Hypertensive kidney injury is a major contributor to chronic kidney disease (CKD) and end-stage renal disease (ESRD). Current treatments focus on blood pressure control and renin-angiotensin system inhibition, but there is a need for therapies that directly target the cellular mechanisms of injury, such as ferroptosis. 32 The present study suggests that API, by inhibiting ferroptosis through PI3K/Akt activation, could be a novel therapeutic approach for hypertensive kidney injury. This is particularly relevant, given the limited treatment options currently available to prevent the progression of hypertensive nephropathy.
Limitations
Our research has various constraints that require acknowledgement. First, we did not assess the API efficacy in a dose-dependent manner. In future studies, we could determine the effects of API in a dose-dependent manner. Second, female mice were omitted from the in vivo experiments to explore how API protects against Ang II-induced hypertensive renal damage and fibrosis. Further investigation is needed to include female mice and compare how API protects against Ang II-induced hypertensive renal damage and fibrosis with that of male mice. Third, the 28-day observation period was relatively short for evaluating the chronic effects and potential rebound phenomena. Future studies should extend the observation period to provide more comprehensive insight. Fourth, the underlying discoveries of our research are yet to be validated independently in either preclinical or clinical environments. Further investigation is required to elucidate the mechanism by which API prevents Ang II-induced hypertensive renal injury and fibrosis. Notwithstanding these limitations, our study presents substantial evidence of the protective properties of API against hypertensive renal injury and fibrosis, both in vivo and in vitro.
Conclusions
The current study investigated the potential protective effect of API against renal injury and fibrosis induced by Ang II both in vivo and in vitro. Our findings showed that API intervention effectively suppressed Ang II-induced hypertensive renal injury and fibrosis by activating the PI3K/Akt pathway. Further research is required to validate these findings in preclinical and clinical settings.
Footnotes
Acknowledgements
We appreciate the funding of this research by the Researchers Supporting Project (Tszb2023-15) at Shanghai University of Medicine and Health Science Affiliated Zhoupu Hospital in Shanghai, China.

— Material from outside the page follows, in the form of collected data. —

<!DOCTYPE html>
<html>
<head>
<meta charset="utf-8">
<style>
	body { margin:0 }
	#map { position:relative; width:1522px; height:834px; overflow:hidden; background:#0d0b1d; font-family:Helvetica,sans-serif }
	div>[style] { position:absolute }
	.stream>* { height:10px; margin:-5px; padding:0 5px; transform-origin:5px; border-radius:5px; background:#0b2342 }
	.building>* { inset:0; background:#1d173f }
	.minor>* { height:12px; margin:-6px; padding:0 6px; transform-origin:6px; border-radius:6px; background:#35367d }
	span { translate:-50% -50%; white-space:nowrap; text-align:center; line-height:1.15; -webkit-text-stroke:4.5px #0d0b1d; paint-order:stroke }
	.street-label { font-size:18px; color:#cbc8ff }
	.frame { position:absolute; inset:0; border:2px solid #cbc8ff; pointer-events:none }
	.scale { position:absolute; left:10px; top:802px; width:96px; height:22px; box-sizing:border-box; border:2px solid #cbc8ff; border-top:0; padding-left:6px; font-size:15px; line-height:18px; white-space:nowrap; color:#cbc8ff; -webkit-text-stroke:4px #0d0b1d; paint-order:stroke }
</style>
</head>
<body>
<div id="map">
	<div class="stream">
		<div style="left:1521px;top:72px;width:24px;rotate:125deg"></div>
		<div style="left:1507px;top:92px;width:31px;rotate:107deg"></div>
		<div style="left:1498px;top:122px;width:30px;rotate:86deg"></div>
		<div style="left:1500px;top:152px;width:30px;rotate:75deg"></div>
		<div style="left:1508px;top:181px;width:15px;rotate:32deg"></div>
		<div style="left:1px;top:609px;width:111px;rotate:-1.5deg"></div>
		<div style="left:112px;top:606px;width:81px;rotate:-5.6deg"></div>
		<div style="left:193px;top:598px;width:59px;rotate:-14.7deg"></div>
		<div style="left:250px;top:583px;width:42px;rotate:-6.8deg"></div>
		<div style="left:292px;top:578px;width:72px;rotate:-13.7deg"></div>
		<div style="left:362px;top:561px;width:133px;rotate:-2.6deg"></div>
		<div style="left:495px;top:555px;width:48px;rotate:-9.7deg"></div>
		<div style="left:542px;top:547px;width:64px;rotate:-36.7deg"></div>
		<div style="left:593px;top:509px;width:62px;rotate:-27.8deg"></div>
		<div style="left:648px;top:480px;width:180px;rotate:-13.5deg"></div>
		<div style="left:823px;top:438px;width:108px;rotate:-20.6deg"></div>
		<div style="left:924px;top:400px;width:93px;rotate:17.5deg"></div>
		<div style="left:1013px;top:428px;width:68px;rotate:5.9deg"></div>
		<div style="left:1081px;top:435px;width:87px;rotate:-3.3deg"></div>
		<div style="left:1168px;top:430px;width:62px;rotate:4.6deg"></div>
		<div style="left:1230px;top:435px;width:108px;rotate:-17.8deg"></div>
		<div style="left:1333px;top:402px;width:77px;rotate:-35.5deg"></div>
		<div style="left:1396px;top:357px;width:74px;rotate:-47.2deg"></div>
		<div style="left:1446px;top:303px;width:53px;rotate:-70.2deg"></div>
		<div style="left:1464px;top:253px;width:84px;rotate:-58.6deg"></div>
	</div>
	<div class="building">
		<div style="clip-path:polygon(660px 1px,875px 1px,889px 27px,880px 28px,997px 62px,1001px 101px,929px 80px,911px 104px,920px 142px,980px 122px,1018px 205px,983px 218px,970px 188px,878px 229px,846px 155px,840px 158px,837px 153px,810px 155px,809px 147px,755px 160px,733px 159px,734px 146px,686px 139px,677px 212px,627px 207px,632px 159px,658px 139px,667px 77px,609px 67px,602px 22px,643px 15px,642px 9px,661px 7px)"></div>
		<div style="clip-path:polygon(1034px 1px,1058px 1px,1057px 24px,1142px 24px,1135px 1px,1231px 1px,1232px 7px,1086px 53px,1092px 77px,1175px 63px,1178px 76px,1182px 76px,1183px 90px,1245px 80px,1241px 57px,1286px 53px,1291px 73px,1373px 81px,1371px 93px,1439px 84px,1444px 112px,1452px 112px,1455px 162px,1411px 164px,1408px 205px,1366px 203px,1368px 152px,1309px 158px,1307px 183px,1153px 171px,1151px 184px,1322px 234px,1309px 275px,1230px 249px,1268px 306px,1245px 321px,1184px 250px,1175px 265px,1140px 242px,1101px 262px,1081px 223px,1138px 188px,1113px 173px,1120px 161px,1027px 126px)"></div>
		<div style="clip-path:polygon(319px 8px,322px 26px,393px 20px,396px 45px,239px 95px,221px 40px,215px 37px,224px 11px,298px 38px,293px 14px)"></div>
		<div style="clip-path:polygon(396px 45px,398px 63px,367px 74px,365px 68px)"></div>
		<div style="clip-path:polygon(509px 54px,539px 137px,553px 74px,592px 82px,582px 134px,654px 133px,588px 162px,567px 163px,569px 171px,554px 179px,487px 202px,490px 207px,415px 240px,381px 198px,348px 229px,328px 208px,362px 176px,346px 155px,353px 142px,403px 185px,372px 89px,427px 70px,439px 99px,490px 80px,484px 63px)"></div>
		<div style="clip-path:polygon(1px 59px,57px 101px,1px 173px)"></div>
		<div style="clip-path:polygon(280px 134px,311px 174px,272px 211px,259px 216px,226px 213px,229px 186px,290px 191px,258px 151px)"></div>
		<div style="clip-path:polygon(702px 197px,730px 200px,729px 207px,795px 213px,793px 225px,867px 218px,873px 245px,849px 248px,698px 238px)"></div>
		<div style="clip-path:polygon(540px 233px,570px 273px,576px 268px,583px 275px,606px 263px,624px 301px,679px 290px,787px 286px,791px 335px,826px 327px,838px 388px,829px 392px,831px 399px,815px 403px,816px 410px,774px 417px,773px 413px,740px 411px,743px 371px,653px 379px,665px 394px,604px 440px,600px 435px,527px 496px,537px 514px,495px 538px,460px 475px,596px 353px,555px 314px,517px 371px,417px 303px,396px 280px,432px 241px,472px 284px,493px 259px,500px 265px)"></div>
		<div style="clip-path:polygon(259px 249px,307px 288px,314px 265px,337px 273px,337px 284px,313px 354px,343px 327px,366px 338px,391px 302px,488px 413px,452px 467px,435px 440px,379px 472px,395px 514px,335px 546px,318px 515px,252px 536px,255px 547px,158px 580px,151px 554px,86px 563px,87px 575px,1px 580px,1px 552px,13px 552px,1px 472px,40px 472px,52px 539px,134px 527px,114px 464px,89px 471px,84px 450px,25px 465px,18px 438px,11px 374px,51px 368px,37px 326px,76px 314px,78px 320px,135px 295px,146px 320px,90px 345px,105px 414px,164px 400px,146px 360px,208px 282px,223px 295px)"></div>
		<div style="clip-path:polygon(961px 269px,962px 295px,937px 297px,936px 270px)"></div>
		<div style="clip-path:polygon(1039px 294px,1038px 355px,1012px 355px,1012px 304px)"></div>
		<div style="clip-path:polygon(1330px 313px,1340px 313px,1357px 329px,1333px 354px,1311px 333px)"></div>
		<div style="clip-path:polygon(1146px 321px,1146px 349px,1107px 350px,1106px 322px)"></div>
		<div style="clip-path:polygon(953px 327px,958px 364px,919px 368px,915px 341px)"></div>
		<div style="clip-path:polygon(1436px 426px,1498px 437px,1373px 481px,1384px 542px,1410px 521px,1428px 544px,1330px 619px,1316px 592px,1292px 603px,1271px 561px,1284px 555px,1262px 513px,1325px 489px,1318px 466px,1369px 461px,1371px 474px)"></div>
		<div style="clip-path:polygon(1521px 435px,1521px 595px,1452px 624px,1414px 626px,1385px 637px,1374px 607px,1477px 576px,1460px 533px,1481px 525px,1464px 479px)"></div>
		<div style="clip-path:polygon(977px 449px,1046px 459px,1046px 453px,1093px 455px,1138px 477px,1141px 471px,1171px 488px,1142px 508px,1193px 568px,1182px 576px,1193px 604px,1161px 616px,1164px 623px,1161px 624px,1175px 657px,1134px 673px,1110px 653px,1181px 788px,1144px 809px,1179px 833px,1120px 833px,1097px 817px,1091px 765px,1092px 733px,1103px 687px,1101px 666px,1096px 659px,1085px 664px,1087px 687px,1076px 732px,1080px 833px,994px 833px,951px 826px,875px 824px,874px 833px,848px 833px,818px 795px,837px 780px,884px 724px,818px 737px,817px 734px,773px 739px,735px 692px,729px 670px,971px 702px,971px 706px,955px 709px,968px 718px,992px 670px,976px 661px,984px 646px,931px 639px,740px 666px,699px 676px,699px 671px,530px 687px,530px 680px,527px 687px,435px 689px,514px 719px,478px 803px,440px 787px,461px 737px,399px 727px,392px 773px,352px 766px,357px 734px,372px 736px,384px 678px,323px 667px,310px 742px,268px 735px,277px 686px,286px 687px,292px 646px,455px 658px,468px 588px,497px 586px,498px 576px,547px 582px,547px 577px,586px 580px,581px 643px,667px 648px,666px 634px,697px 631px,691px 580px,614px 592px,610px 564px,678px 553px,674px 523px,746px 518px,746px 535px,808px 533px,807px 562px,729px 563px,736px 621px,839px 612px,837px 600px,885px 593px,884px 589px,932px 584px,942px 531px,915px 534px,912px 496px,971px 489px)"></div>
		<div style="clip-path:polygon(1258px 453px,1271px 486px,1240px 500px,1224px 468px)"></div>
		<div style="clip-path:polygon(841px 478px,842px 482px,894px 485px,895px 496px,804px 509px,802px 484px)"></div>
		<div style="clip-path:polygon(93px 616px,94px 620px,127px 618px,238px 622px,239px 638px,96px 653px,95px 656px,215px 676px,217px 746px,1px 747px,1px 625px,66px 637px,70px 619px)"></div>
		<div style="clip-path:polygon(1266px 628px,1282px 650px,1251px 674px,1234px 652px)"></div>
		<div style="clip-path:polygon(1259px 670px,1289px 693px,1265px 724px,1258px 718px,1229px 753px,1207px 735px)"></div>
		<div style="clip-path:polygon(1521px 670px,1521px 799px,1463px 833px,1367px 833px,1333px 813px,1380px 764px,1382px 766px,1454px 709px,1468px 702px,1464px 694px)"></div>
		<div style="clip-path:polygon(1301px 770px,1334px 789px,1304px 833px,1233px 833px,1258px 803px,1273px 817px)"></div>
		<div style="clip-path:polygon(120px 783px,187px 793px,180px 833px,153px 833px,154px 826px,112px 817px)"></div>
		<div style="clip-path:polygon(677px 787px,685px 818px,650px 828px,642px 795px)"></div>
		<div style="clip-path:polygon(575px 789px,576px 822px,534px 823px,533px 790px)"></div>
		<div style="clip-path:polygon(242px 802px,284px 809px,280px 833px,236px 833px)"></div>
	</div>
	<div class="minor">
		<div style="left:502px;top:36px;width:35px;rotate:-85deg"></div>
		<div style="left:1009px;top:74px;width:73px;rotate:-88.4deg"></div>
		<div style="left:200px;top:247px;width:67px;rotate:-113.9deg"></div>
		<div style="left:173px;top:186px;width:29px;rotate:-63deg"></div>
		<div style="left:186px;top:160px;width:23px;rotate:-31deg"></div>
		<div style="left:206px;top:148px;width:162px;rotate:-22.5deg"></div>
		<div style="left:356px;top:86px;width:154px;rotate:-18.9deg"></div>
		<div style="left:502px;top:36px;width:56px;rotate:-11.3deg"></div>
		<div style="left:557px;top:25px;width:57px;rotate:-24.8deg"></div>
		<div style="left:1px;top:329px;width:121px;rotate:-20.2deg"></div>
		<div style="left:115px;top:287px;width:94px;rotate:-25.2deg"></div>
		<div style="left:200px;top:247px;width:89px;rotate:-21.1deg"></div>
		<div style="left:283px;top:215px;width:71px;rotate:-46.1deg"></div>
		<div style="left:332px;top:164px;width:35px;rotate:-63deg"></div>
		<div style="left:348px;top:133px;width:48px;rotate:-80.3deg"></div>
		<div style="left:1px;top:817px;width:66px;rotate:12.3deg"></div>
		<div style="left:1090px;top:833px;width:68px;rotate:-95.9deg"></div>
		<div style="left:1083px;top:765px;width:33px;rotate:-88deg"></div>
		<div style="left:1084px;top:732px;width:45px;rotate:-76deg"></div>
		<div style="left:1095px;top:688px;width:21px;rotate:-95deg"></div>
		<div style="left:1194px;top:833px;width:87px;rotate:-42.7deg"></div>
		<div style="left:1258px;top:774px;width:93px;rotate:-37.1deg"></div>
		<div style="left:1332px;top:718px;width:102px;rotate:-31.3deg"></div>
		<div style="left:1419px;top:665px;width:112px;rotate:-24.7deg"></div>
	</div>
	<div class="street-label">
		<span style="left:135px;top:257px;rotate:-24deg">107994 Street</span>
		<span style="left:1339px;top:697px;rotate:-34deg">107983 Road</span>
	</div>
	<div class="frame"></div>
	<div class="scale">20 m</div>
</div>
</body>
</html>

Statements and Declarations
Authors’ contribution
Funding
The author(s) disclosed receipt of the following financial support for the research, authorship, and/or publication of this article: This study was supported by the 2023 Annual Key Discipline/Specialty (Disease)/Multidisciplinary Joint Diagnosis and Treatment Center Construction Project (Tszb2023-15).
Conflicting Interests
The authors declared no potential conflicts of interest with respect to the research, authorship, and/or publication of this article.
Data Availability Statement
Due to confidentiality issues, the datasets generated and/or analyzed during the current work are not publicly available but are available from the corresponding author upon reasonable request.